**WORK REQUIRED:**
Every line below is to be given again precisely; images are to be left out.

**STORED DATA:**
====================
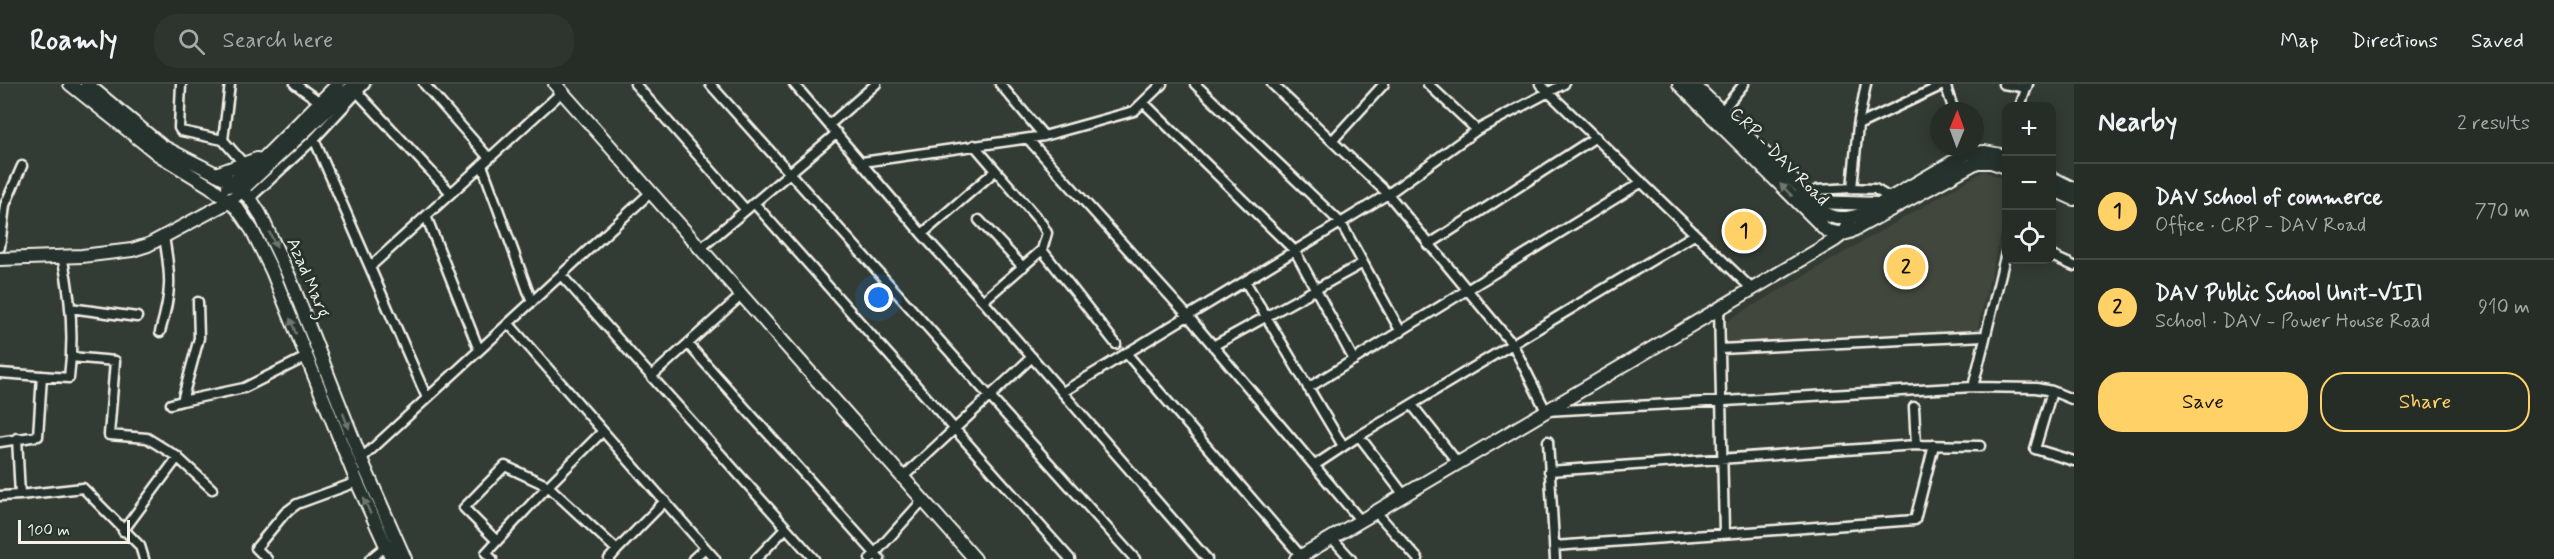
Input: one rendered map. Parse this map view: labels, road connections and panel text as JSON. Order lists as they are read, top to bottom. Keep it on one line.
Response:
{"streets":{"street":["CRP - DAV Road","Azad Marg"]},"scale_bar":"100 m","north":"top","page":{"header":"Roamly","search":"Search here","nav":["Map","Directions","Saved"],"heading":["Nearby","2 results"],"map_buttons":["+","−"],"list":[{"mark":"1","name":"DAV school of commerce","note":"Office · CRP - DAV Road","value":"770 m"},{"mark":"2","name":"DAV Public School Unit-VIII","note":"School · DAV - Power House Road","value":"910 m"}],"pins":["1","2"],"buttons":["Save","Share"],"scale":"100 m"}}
====================
**ANSWER TO THIS EXERCISE:**
Input: one rendered map. Parse this map view: labels, road connections and panel text as JSON. Order lists as they are read, top to bottom. Keep it on one line.
Response:
{"streets":{"street":["CRP - DAV Road","Azad Marg"]},"scale_bar":"100 m","north":"top","page":{"header":"Roamly","search":"Search here","nav":["Map","Directions","Saved"],"heading":["Nearby","2 results"],"map_buttons":["+","−"],"list":[{"mark":"1","name":"DAV school of commerce","note":"Office · CRP - DAV Road","value":"770 m"},{"mark":"2","name":"DAV Public School Unit-VIII","note":"School · DAV - Power House Road","value":"910 m"}],"pins":["1","2"],"buttons":["Save","Share"],"scale":"100 m"}}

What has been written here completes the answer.